-- EXTRACTED DATA follows --
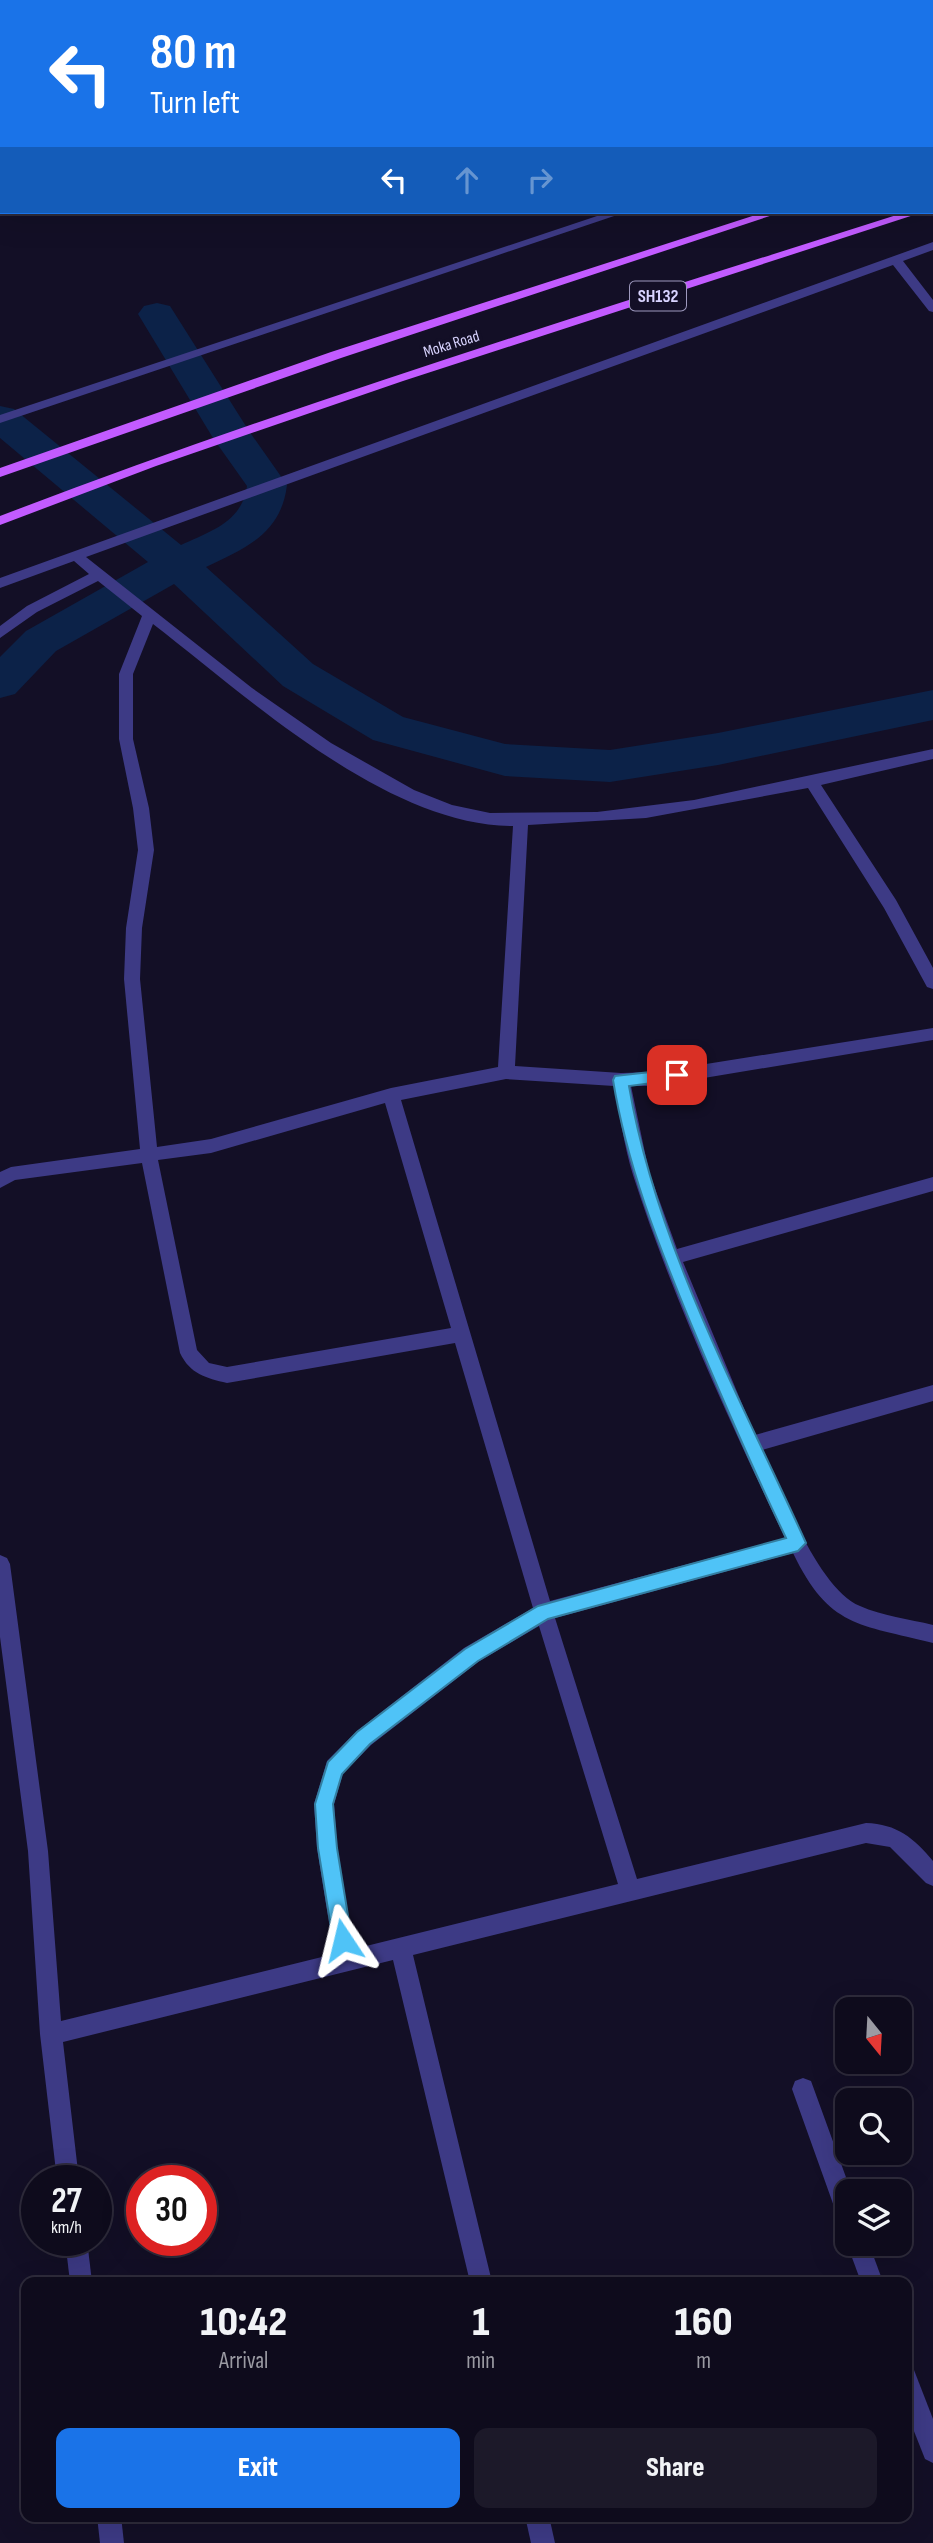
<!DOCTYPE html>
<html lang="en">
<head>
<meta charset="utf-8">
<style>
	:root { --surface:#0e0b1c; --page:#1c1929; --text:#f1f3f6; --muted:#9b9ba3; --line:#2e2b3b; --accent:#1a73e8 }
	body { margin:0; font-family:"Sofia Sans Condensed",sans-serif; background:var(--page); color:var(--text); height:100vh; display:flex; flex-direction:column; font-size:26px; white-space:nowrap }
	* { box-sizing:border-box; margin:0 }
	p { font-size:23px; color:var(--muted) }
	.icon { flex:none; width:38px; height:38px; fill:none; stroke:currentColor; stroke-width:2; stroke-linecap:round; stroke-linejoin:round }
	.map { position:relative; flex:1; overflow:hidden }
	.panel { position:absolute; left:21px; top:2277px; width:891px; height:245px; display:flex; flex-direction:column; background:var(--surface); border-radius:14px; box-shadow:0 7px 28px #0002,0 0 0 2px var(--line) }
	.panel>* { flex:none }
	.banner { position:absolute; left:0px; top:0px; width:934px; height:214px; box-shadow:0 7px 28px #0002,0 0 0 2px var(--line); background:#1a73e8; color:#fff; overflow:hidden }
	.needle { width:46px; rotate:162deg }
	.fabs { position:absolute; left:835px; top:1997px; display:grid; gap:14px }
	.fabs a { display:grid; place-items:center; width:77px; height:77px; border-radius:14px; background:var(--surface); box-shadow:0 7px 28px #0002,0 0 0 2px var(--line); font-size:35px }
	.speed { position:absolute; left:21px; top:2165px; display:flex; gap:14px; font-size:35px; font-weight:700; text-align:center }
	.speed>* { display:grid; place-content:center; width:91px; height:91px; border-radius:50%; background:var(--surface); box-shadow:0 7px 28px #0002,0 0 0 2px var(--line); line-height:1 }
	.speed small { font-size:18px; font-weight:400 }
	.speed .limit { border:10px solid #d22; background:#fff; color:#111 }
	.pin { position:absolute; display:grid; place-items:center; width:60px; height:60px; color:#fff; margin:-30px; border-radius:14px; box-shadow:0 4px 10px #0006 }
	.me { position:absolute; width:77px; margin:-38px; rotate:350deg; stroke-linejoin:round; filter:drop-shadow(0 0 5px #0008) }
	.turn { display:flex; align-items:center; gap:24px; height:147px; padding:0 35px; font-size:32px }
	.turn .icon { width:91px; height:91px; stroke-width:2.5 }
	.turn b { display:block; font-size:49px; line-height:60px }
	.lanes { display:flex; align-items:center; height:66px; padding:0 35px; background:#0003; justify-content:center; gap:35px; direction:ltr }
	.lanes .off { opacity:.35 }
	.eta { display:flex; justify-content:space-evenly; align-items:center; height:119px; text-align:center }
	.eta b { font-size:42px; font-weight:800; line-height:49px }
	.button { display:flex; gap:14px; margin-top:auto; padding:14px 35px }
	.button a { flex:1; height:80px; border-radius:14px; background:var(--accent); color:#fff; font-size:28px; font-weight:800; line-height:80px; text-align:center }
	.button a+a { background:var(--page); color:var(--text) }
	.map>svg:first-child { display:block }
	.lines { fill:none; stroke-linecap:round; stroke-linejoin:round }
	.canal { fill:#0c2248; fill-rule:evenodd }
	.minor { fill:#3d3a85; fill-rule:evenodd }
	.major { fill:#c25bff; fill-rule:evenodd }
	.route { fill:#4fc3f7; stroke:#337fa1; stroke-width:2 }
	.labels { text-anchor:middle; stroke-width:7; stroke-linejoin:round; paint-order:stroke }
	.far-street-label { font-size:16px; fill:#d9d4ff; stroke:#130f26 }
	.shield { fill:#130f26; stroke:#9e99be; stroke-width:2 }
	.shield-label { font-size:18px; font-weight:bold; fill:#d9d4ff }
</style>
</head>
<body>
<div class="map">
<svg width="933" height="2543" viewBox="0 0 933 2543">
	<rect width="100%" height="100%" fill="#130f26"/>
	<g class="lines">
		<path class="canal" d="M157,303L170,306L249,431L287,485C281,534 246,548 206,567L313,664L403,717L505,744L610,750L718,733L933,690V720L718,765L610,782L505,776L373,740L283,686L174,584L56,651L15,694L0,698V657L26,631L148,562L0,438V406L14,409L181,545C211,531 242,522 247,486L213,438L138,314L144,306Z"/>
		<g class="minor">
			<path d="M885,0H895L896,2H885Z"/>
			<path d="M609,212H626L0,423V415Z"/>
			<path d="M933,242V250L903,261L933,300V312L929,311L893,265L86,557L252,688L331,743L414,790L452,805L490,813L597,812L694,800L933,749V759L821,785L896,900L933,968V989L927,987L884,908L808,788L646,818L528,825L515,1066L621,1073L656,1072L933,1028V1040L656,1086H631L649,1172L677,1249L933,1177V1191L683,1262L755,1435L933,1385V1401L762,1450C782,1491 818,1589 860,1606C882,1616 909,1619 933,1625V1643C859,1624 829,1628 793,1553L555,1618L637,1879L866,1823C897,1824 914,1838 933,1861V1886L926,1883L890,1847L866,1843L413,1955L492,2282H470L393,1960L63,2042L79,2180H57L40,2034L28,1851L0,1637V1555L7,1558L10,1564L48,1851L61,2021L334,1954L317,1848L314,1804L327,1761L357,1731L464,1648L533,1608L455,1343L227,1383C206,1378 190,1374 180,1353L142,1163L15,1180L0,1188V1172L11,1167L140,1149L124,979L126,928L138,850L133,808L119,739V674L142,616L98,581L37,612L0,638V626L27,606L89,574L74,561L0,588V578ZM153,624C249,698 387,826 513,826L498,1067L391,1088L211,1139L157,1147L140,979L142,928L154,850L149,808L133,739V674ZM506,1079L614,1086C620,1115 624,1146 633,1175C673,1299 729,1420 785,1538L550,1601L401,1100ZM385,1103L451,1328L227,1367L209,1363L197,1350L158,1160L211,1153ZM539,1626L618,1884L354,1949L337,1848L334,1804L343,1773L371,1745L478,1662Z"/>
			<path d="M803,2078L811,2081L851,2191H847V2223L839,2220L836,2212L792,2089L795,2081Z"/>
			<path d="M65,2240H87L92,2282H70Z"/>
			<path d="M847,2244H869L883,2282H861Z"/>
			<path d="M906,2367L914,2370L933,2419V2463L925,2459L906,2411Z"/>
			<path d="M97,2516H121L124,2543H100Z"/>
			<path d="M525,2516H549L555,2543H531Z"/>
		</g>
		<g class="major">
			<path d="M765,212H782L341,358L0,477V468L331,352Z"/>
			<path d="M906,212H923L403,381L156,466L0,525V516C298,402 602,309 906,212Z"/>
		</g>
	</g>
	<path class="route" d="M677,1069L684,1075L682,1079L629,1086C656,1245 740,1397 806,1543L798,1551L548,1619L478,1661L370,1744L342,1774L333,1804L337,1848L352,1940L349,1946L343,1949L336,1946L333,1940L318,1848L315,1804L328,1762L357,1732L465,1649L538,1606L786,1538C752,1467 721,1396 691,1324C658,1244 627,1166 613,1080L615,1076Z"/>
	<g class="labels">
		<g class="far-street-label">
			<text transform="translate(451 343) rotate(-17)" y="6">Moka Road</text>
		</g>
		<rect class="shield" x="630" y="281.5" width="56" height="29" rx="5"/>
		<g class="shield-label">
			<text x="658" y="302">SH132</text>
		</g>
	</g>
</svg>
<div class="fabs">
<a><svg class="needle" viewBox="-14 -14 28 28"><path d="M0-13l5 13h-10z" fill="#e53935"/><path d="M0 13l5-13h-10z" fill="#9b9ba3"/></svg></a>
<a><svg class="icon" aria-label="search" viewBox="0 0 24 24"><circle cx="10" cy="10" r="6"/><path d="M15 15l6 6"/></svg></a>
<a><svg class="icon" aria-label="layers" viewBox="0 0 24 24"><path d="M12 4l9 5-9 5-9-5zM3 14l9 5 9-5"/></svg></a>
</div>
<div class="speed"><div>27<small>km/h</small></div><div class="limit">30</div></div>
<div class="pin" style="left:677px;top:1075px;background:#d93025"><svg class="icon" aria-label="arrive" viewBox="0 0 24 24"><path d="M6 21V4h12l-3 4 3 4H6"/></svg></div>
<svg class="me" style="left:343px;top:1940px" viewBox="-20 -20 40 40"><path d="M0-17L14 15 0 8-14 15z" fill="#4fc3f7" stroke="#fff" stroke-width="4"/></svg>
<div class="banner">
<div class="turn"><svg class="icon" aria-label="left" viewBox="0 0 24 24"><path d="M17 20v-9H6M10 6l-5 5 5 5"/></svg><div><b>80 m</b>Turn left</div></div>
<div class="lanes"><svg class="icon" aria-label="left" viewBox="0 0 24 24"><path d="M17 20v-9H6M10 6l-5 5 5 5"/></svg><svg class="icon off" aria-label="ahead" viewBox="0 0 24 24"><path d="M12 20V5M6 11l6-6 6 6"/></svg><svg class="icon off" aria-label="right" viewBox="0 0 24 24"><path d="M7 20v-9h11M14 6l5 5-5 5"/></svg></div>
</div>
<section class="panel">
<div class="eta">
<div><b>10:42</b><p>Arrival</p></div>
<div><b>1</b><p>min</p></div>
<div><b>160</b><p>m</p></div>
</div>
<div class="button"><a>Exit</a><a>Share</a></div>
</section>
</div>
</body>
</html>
-- EXTRACTED DATA concluded --
_ABOUT THIS TASK_
Within the data above, find the lines that contain the word "justify" and copy each of them.

_WRITTEN SOLUTION_
	.lanes { display:flex; align-items:center; height:66px; padding:0 35px; background:#0003; justify-content:center; gap:35px; direction:ltr }
	.eta { display:flex; justify-content:space-evenly; align-items:center; height:119px; text-align:center }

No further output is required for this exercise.